→ Collection entries
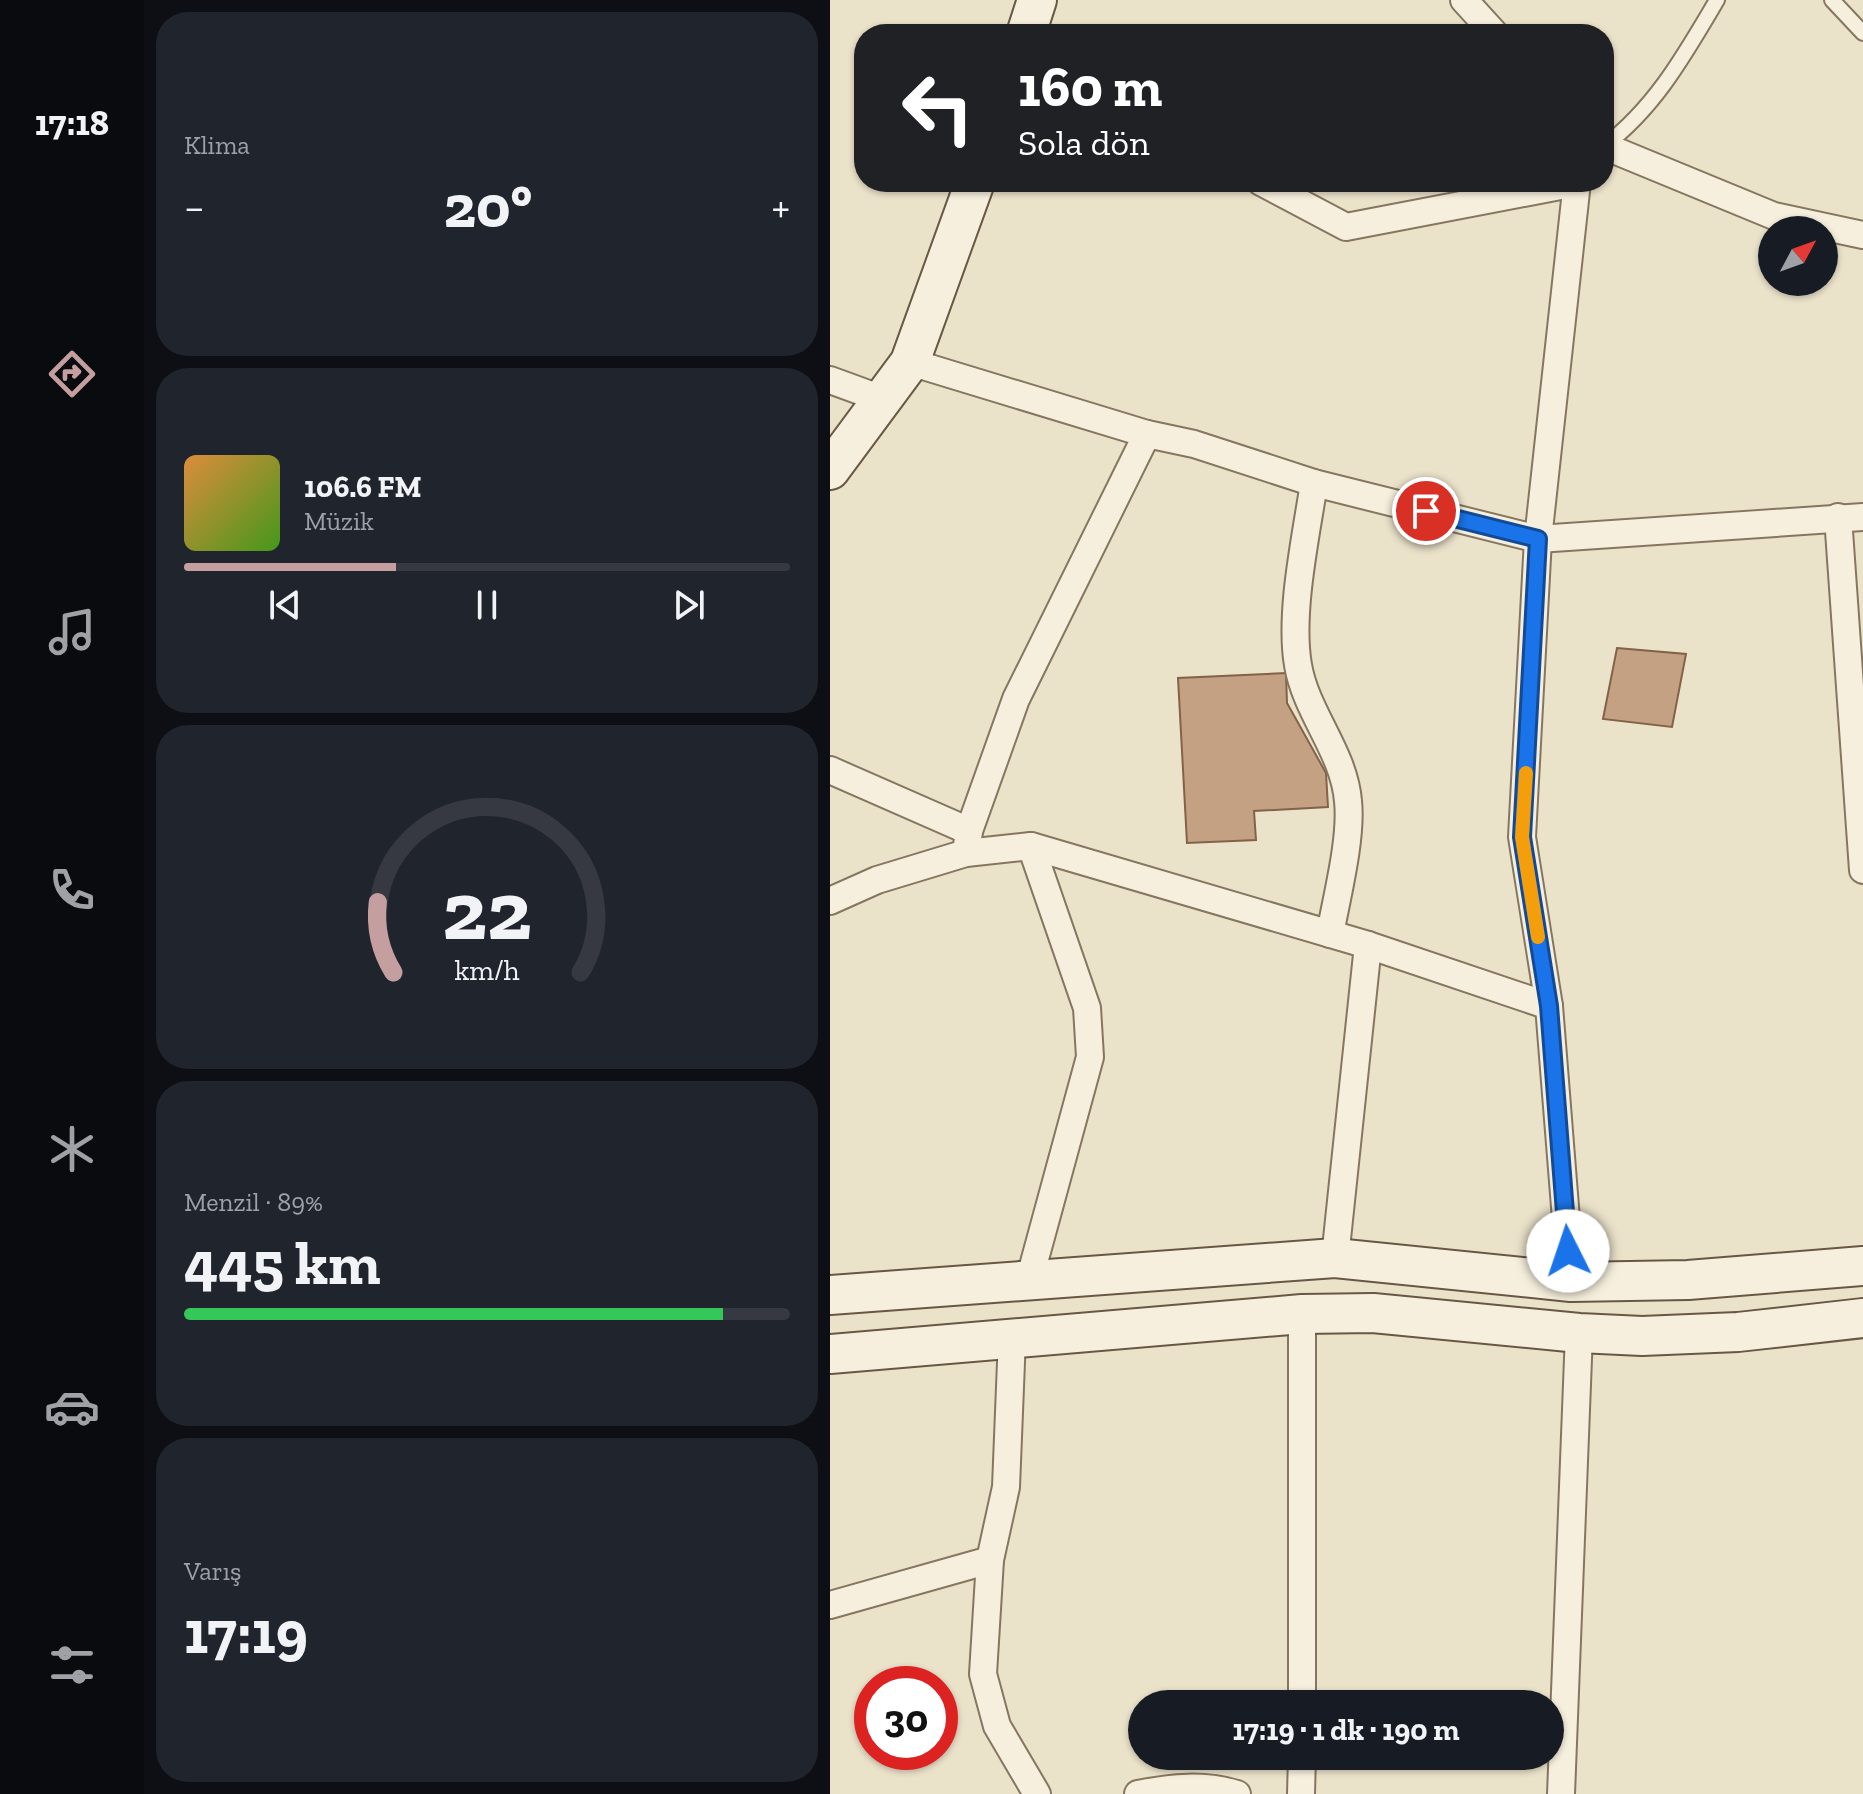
<!DOCTYPE html>
<html lang="tr">
<meta charset="utf-8">
<style>
:root{--surface:#171b24;--page:#20242c;--text:#f1f3f6;--muted:#9ea1a6;--line:#363941;--accent:#c59fa0}
body{margin:0;font-family:"Zilla Slab",serif;background:var(--page);color:var(--text);height:100vh;display:flex;flex-direction:column;font-size:30px;white-space:nowrap}
*{box-sizing:border-box;margin:0}
p{font-size:26px;color:var(--muted)}
.icon{flex:none;width:44px;height:44px;fill:none;stroke:currentColor;stroke-width:2;stroke-linecap:round;stroke-linejoin:round}
.map{position:relative;flex:1;overflow:hidden}
.drawer{display:flex;flex-direction:column;gap:12px;padding:12px;background:#0d0f14;width:686px}
.drawer>*{flex:none}
.top-card{position:absolute;left:24px;top:24px;width:760px;height:168px;border-radius:32px;box-shadow:0 2px 6px #0004;background:#202124;color:#fff;overflow:hidden}
.needle{width:52px;rotate:49deg}
.controls{position:absolute;left:928px;top:216px;display:grid;gap:16px}
.controls a{display:grid;place-items:center;width:80px;height:80px;border-radius:50%;background:var(--surface);box-shadow:0 2px 6px #0004;font-size:40px}
.speed{position:absolute;left:24px;top:1666px;display:flex;gap:16px;font-size:40px;font-weight:700;text-align:center}
.speed>*{display:grid;place-content:center;width:104px;height:104px;border-radius:50%;background:var(--surface);box-shadow:0 2px 6px #0004;line-height:1}
.speed .limit{border:12px solid #d22;background:#fff;color:#111}
.pin{position:absolute;display:grid;place-items:center;width:68px;height:68px;color:#fff;margin:-34px;border:4px solid #fff;border-radius:50%;box-shadow:0 2px 8px #0007}
.me{position:absolute;width:88px;margin:-44px;rotate:356deg;stroke-linejoin:round;filter:drop-shadow(0 0 6px #0008)}
.turn{display:flex;align-items:center;gap:28px;height:168px;padding:0 32px;font-size:36px}
.turn .icon{width:104px;height:104px;stroke-width:2.5}
.turn b{display:block;font-size:56px;line-height:68px}
.big{font-size:60px;font-weight:700;line-height:1.1}
.drawer .widget{flex:1;display:flex;flex-direction:column;justify-content:center;gap:12px;min-width:0;padding:0 28px;border-radius:32px;background:var(--page)}
.drawer .dial{align-items:center;gap:0}
.dial svg{height:208px;overflow:visible;fill:none;stroke:var(--line);stroke-width:7;stroke-linecap:round;text-anchor:middle}
.dial text{fill:var(--text);stroke:none}
.song{display:flex;align-items:center;gap:24px}
.cover{width:96px;height:96px;border-radius:12px;background:linear-gradient(135deg,hsl(30 70% 55%),hsl(100 70% 35%))}
.played{height:8px;border-radius:4px;background:linear-gradient(90deg,var(--accent) 35%,var(--line) 35%)}
.keys{display:flex;justify-content:space-around;direction:ltr}
.heat{display:flex;justify-content:space-between;align-items:center;font-size:44px;direction:ltr}
.charge{height:12px;border-radius:6px;background:linear-gradient(90deg,#34c759 89%,var(--line) 0)}
.trip{position:absolute;left:298px;top:1690px;width:436px;height:80px;border-radius:40px;background:var(--surface);box-shadow:0 2px 6px #0004;font-weight:700;line-height:80px;text-align:center}
main{display:flex;flex:1;min-height:0}
.tab-bar{display:flex;flex-direction:column;width:144px;justify-content:space-around;align-items:center;background:#090b0e;color:var(--muted)}
.tab-bar .icon{width:56px;height:56px}
.tab-bar .current{color:var(--accent)}
.tab-bar b{font-size:36px;color:var(--text)}
.map>svg:first-child{display:block}
</style>
<main>
<nav class="tab-bar">
<b>17:18</b>
<svg class="icon current" aria-label="directions" viewBox="0 0 24 24"><path d="M12 3l9 9-9 9-9-9zM9 14v-3h6M13 9l2 2-2 2"/></svg>
<svg class="icon" aria-label="music" viewBox="0 0 24 24"><path d="M9 18V5l10-2v13"/><circle cx="6" cy="18" r="3"/><circle cx="16" cy="16" r="3"/></svg>
<svg class="icon" aria-label="phone" viewBox="0 0 24 24"><path d="M5 4h4l2 5-3 2q2 4 5 5l2-3 5 2v4C11 20 4 13 5 4z"/></svg>
<svg class="icon" aria-label="climate" viewBox="0 0 24 24"><path d="M12 3v18M4 7l16 10M4 17L20 7"/></svg>
<svg class="icon" aria-label="car" viewBox="0 0 24 24"><path d="M5 17H2v-5l4-1 3-4h7l3 4 3 1v5h-3M9 17h6M6 11h13"/><circle cx="7" cy="17" r="2"/><circle cx="17" cy="17" r="2"/></svg>
<svg class="icon" aria-label="filters" viewBox="0 0 24 24"><path d="M4 7h16M4 17h16"/><circle cx="9" cy="7" r="2"/><circle cx="15" cy="17" r="2"/></svg>
</nav>
<section class="drawer">
<div class="widget"><p>Klima</p>
<div class="heat"><a>−</a><b class="big">20°</b><a>+</a></div>
</div>
<div class="widget">
<div class="song"><i class="cover"></i><div><b>106.6 FM</b><p>Müzik</p></div></div>
<div class="played"></div>
<div class="keys"><svg class="icon" aria-label="previous" viewBox="0 0 24 24"><path d="M18 5L8 12l10 7zM5 5v14"/></svg><svg class="icon" aria-label="pause" viewBox="0 0 24 24"><path d="M8 5v14M16 5v14"/></svg><svg class="icon" aria-label="next" viewBox="0 0 24 24"><path d="M6 5l10 7-10 7zM19 5v14"/></svg></div>
</div>
<div class="widget dial"><svg viewBox="0 0 100 80">
<path d="M14 69A42 42 0 1 1 86 69"/>
<path d="M14 69A42 42 0 0 1 8 42" stroke="#c59fa0"/>
<text x="50" y="56" font-size="32" font-weight="700">22</text>
<text x="50" y="72" font-size="11">km/h</text>
</svg></div>
<div class="widget"><p>Menzil · 89%</p><b class="big">445 km</b><div class="charge"></div></div>
<div class="widget"><p>Varış</p><b class="big">17:19</b></div>
</section>
<div class="map">
<svg width="1033" height="1794" viewBox="0 0 1033 1794">
<rect width="100%" height="100%" fill="#ebe2ca"/>
<!-- building -->
<g fill="#c5a184" stroke="#836248" stroke-width="2">
<path d="M787,648l69,6 -14,73 -69,-8z"/>
<path d="M456,673l1,30 39,70 2,34 -74,4 2,29 -69,3 -9,-165z"/>
</g>
<g fill="none" stroke-linecap="round" stroke-linejoin="round">
<defs>
<g id="lane">
<path d="M1002,0l31,33"/>
<path d="M774,146c51,-38 81,-92 113,-146"/>
</g>
<g id="street">
<path d="M634,0l31,34"/>
<path d="M774,146l170,70 89,19"/>
<path d="M431,182l85,45 230,-44"/>
<path d="M80,362l237,72"/>
<path d="M0,380l52,19"/>
<path d="M484,483c-8,53 -25,130 -16,182 8,48 46,87 50,136 4,37 -11,95 -18,133"/>
<path d="M1008,517l25,353"/>
<path d="M0,770l139,61"/>
<path d="M136,853l3,-22 47,-132 131,-265 47,10 120,39 224,56 325,-22"/>
<path d="M0,901l47,-21 89,-27 65,-7 337,99 181,61"/>
<path d="M505,1258l33,-313"/>
<path d="M199,1281l61,-224 -3,-49 -56,-162"/>
<path d="M741,1282l-22,-276 -27,-169 16,-298 39,-357"/>
<path d="M472,1314v390"/>
<path d="M182,1337l-6,150 -16,73 -7,114 14,52 40,68"/>
<path d="M0,1605l160,-45"/>
<path d="M308,1794c34,-7 66,-10 99,0"/>
<path d="M471,1794l1,-38"/>
<path d="M731,1794l18,-461"/>
</g>
<g id="secondary">
<path d="M196,34l11,-34"/>
<path d="M0,470l80,-108 65,-180"/>
<path d="M0,1295l505,-37 236,24 117,-2 175,-14"/>
<path d="M0,1354l472,-40 71,-1 206,20 63,3 96,-4 125,-14"/>
</g>
</defs>
<!-- lane casing -->
<use href="#lane" stroke="#867660" stroke-width="18"/>
<!-- street casing -->
<use href="#street" stroke="#867660" stroke-width="30"/>
<!-- secondary casing -->
<use href="#secondary" stroke="#685743" stroke-width="42"/>
<!-- lane -->
<use href="#lane" stroke="#f6efdd" stroke-width="14"/>
<!-- street -->
<use href="#street" stroke="#f6efdd" stroke-width="26"/>
<!-- secondary -->
<use href="#secondary" stroke="#f6efdd" stroke-width="38"/>
</g>
<g fill="none" stroke-linecap="round" stroke-linejoin="round">
<defs>
<path id="route" d="M596,511l112,28 -16,298 27,169 19,245"/>
</defs>
<!-- route casing -->
<use href="#route" stroke="#114b97" stroke-width="20"/>
<!-- route -->
<use href="#route" stroke="#1a73e8" stroke-width="14"/>
<!-- slow -->
<path stroke="#f59e0b" stroke-width="14" d="M696,773l-4,64 16,100"/>
</g>
</svg>
<div class="controls">
<a><svg class="needle" viewBox="-14 -14 28 28"><path d="M0-13l5 13h-10z" fill="#e53935"/><path d="M0 13l5-13h-10z" fill="#9ea1a6"/></svg></a>
</div>
<div class="speed"><div class="limit">30</div></div>
<div class="pin" style="left:596px;top:511px;background:#d93025"><svg class="icon" aria-label="arrive" viewBox="0 0 24 24"><path d="M6 21V4h12l-3 4 3 4H6"/></svg></div>
<svg class="me" style="left:738px;top:1251px" viewBox="-20 -20 40 40"><circle r="19" fill="#fff"/><path d="M0-13L10 11 0 6-10 11z" fill="#1a73e8"/></svg>
<div class="trip">17:19 · 1 dk · 190 m</div>
<div class="top-card">
<div class="turn"><svg class="icon" aria-label="left" viewBox="0 0 24 24"><path d="M17 20v-9H6M10 6l-5 5 5 5"/></svg><div><b>160 m</b>Sola dön</div></div>
</div>
</div>
</main>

→ PROBLEM DETAILS
Pick out all lines from the data above in which the word "page" appears.

→ PROBLEM SOLUTION
:root{--surface:#171b24;--page:#20242c;--text:#f1f3f6;--muted:#9ea1a6;--line:#363941;--accent:#c59fa0}
body{margin:0;font-family:"Zilla Slab",serif;background:var(--page);color:var(--text);height:100vh;display:flex;flex-direction:column;font-size:30px;white-space:nowrap}
.drawer .widget{flex:1;display:flex;flex-direction:column;justify-content:center;gap:12px;min-width:0;padding:0 28px;border-radius:32px;background:var(--page)}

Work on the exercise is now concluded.